And that actually freaks Naruto out a little, because Gaara isn’t _supposed_ to be able to get hurt. That’s why he has all that sand in that … pumpkin thing. The so-called Ultimate Defense. Which, yeah, is definitely _also_ freaky, because he still calls it ‘Mother’, even though the new gourd is way smaller than the giant one he used to haul around on his back. (How did he carry that thing without giving himself a bunch of busted discs, anyway? Gaara weighs, like, a buck ten soaking wet.) But anyway, there’s no way it’s even the same sand as before, right, so how can it be his mom? And Naruto’s, like, 90% sure that one time he saw Gaara actually _feed_ it, under the bar at Ichiraku Ramen. 

At least it doesn’t stink like rotten blood anymore. 

But that’s not the point. The point is that talking to sand is weird, sure, but it’s pretty normal for Gaara. Limping around with a bunch of bruises _isn’t_.

Naruto’s first thought is assassins. It would have to be some pretty serious, heavy-duty Bingo Book-level dudes to fuck Gaara up that bad, though. And where the hell was Kankuro if that was the case? He’s supposed to be Gaara’s personal guard. And why didn’t Gaara raise the alarm with the rest of Konoha? 

The two nations are at peace now, despite the little remaining skirmishes and occasional bandit raids in the farther flung villages. Suna and Konoha are supposed to be allies! And Gaara _knows_ he has a ton of friends in the Leaf who would basically throw down their lives for him. 

Which might be the problem. Maybe Gaara didn’t say anything about it to Naruto because he’s afraid someone else will get hurt. But if it’s a threat this serious, _someone_ has to help him!

And if he’s not gonna ask for help, well, what are friends for?

Now Naruto just has to figure out who the threat is and take them out without Gaara catching onto him.

* * *

The First Shinobi Rule is … Well, actually, Naruto doesn’t remember the first Shinobi Rule. He definitely failed that test more than once back in the Academy. Not that it was his fault, or anything, because there’s, like, a _lot_ of Shinobi Rules, and all of them are really boring. 

But that doesn’t matter, because the first step in the _Uzumaki Naruto Investigation Method_ is interviewing the witnesses. (And hey, that sounds pretty good, actually. He should talk to Iruka-sensei about that after this is all over. They’d probably put him in the textbook or something!) 

Luckily, getting a jump on Step One isn’t too hard, because Kankuro’s on the same guard detail as Naruto. 

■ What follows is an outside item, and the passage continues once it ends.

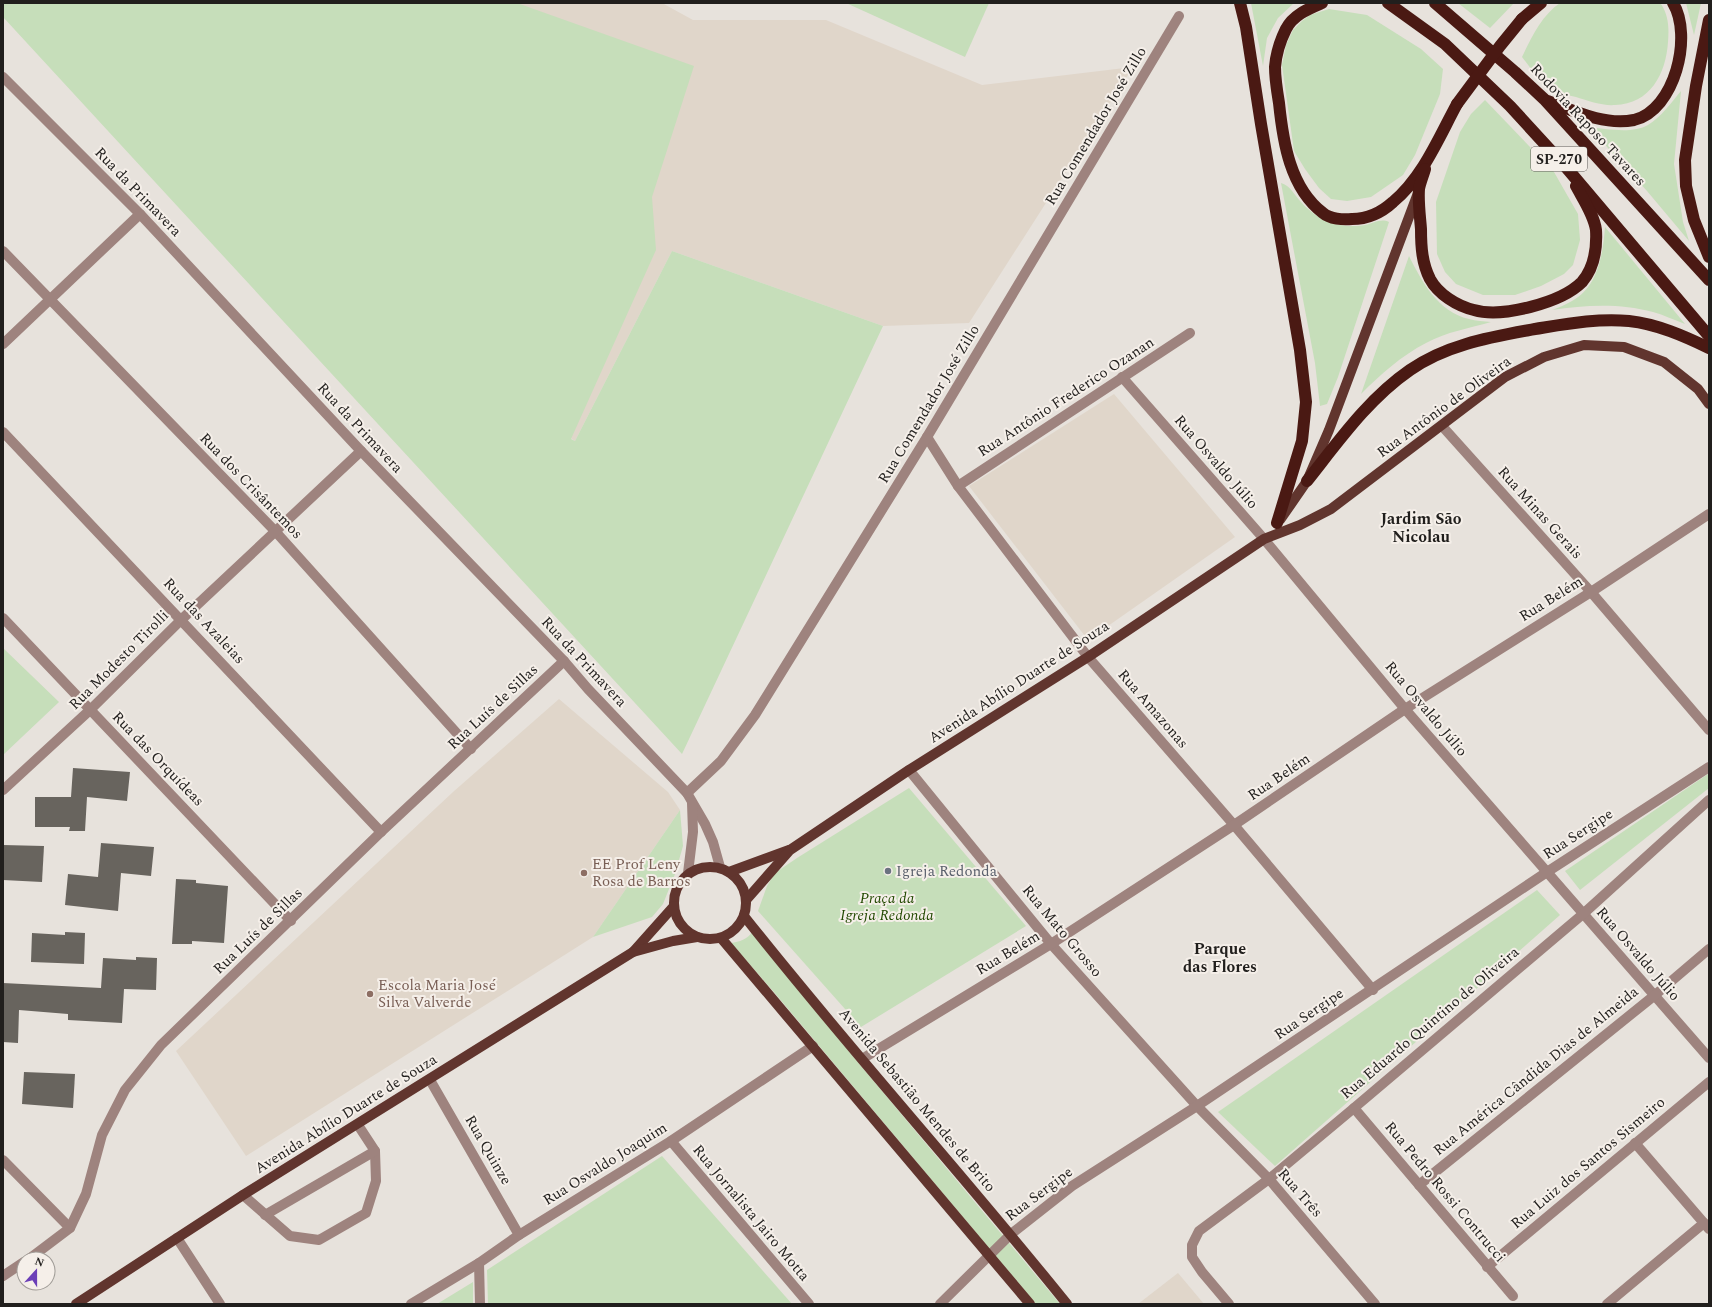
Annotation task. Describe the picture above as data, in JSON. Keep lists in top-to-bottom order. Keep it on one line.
{"streets":{"highway":["Rodovia Raposo Tavares","SP-270"],"main road":["Rua Antônio de Oliveira","Avenida Abílio Duarte de Souza","Avenida Sebastião Mendes de Brito"],"street":["Rua Comendador José Zillo","Rua da Primavera","Rua Antônio Frederico Ozanan","Rua Osvaldo Júlio","Rua dos Crisântemos","Rua Minas Gerais","Rua Belém","Rua das Azaleias","Rua Modesto Tirolli","Rua Luís de Sillas","Rua Amazonas","Rua das Orquídeas","Rua Sergipe","Rua Mato Grosso","Rua Eduardo Quintino de Oliveira","Rua América Cândida Dias de Almeida","Rua Quinze","Rua Luiz dos Santos Sismeiro","Rua Osvaldo Joaquim","Rua Pedro Rossi Contrucci","Rua Três","Rua Jornalista Jairo Motta"]},"crossings":[["Rua Comendador José Zillo","Rua da Primavera"],["Rua Comendador José Zillo","Rua Amazonas"],["Rua da Primavera","Rua Modesto Tirolli"],["Rua da Primavera","Avenida Abílio Duarte de Souza"],["Rua da Primavera","Rua Luís de Sillas"],["Rua da Primavera","Avenida Sebastião Mendes de Brito"],["Rua Antônio Frederico Ozanan","Rua Osvaldo Júlio"],["Rua Antônio Frederico Ozanan","Rua Amazonas"],["Rua Antônio de Oliveira","Rua Osvaldo Júlio"],["Rua Antônio de Oliveira","Rua Minas Gerais"],["Rua Antônio de Oliveira","Avenida Abílio Duarte de Souza"],["Rua Osvaldo Júlio","Rua Belém"],["Rua Osvaldo Júlio","Avenida Abílio Duarte de Souza"],["Rua Osvaldo Júlio","Rua Sergipe"],["Rua Osvaldo Júlio","Rua Eduardo Quintino de Oliveira"],["Rua Osvaldo Júlio","Rua América Cândida Dias de Almeida"],["Rua dos Crisântemos","Rua Modesto Tirolli"],["Rua dos Crisântemos","Rua Luís de Sillas"],["Rua Minas Gerais","Rua Belém"],["Rua Belém","Rua Amazonas"],["Rua Belém","Rua Mato Grosso"],["Rua Belém","Avenida Sebastião Mendes de Brito"],["Rua das Azaleias","Rua Modesto Tirolli"],["Rua das Azaleias","Rua Luís de Sillas"],["Rua Modesto Tirolli","Rua das Orquídeas"],["Avenida Abílio Duarte de Souza","Rua Amazonas"],["Avenida Abílio Duarte de Souza","Rua Mato Grosso"],["Avenida Abílio Duarte de Souza","Avenida Sebastião Mendes de Brito"],["Avenida Abílio Duarte de Souza","Rua Quinze"],["Rua Luís de Sillas","Rua das Orquídeas"],["Rua Amazonas","Rua Sergipe"],["Rua Sergipe","Rua Mato Grosso"],["Rua Sergipe","Avenida Sebastião Mendes de Brito"],["Rua Sergipe","Rua Três"],["Rua Mato Grosso","Rua Três"],["Rua Eduardo Quintino de Oliveira","Rua Pedro Rossi Contrucci"],["Rua Eduardo Quintino de Oliveira","Rua Três"],["Rua América Cândida Dias de Almeida","Rua Pedro Rossi Contrucci"],["Rua Quinze","Rua Osvaldo Joaquim"],["Rua Luiz dos Santos Sismeiro","Rua Pedro Rossi Contrucci"],["Rua Osvaldo Joaquim","Rua Jornalista Jairo Motta"]],"districts":["Jardim São Nicolau","Parque das Flores"],"parks":["Praça da Igreja Redonda"],"places":["Igreja Redonda","EE Prof Leny Rosa de Barros","Escola Maria José Silva Valverde"],"north":"top"}
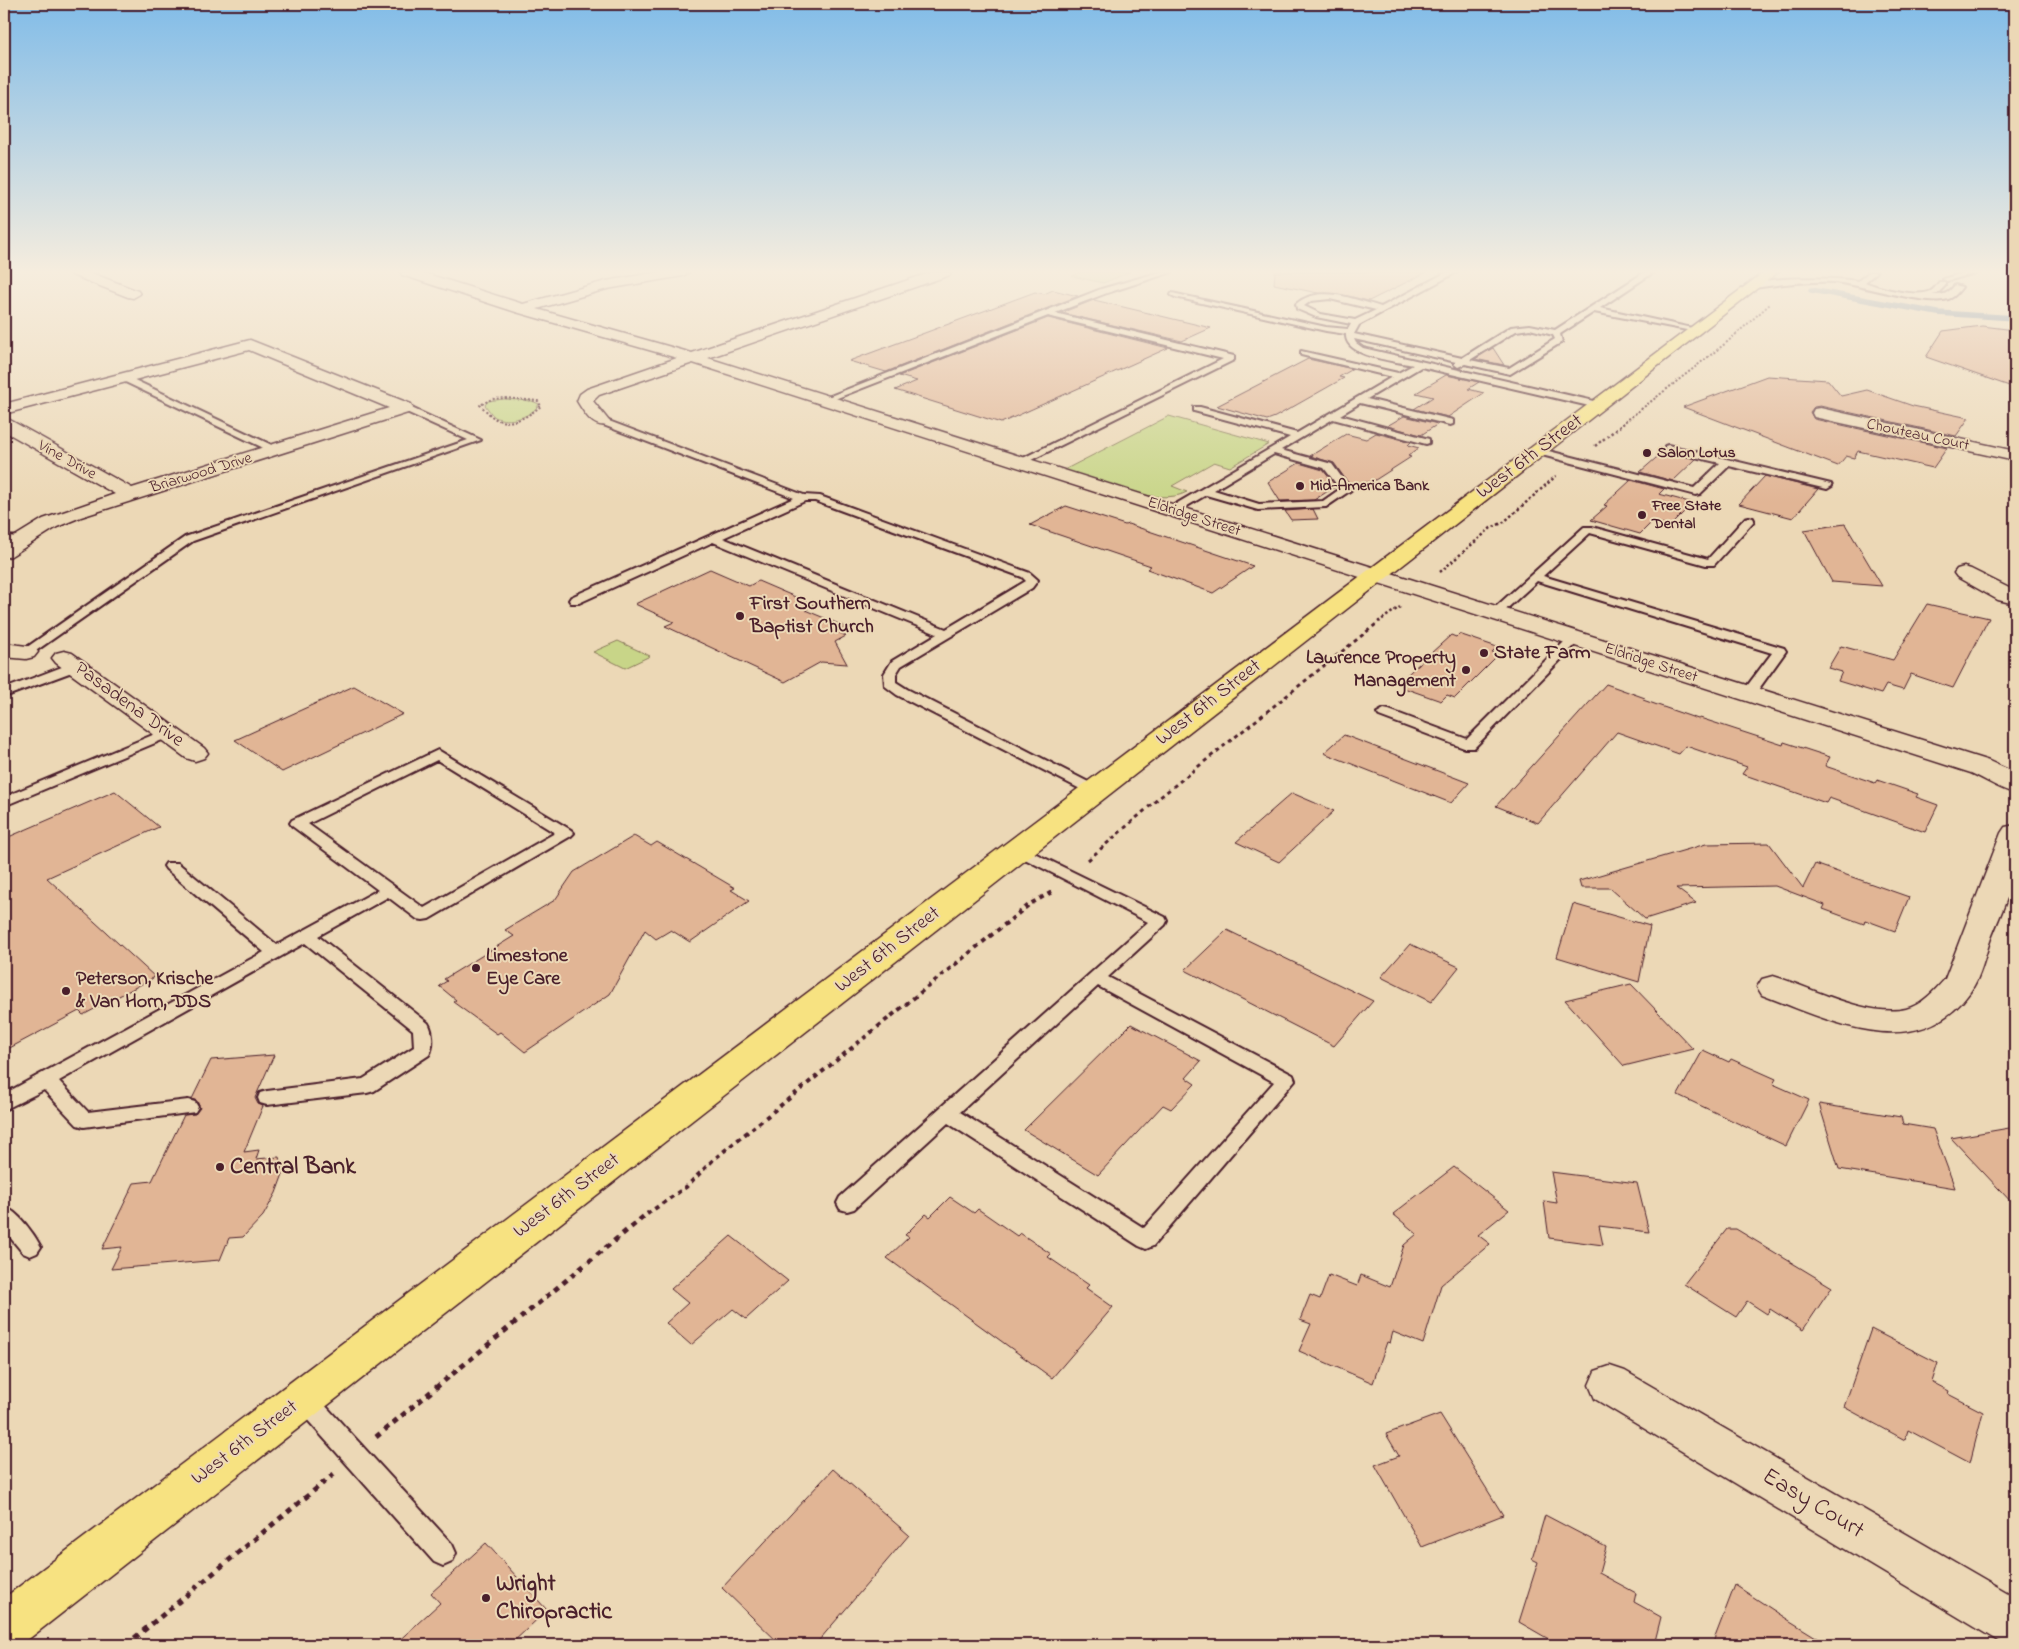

Standing out in the hallway while the Kage have their meetings is probably the most boring job there is, and so totally beneath a ninja of Naruto’s caliber, but Kakashi-sensei keeps saying it’s important that Naruto learn patience. Or whatever. What he wouldn’t give for a little old lady with a missing cat right now. 

At least Kankuro’s not too hard to share a guard shift with. He can be pretty funny when he wants to be, and he’s super laid back. And sometimes, when he’s really bored, he’ll get his puppets out and play with them. They’re not exactly _cute_ —actually, they’re pretty creepy—but they are interesting to watch, and Naruto’s not too big-headed to admit the guy’s pretty talented. He has them do little dances and stuff, acts out little skits; it’s pretty nifty chakra work. 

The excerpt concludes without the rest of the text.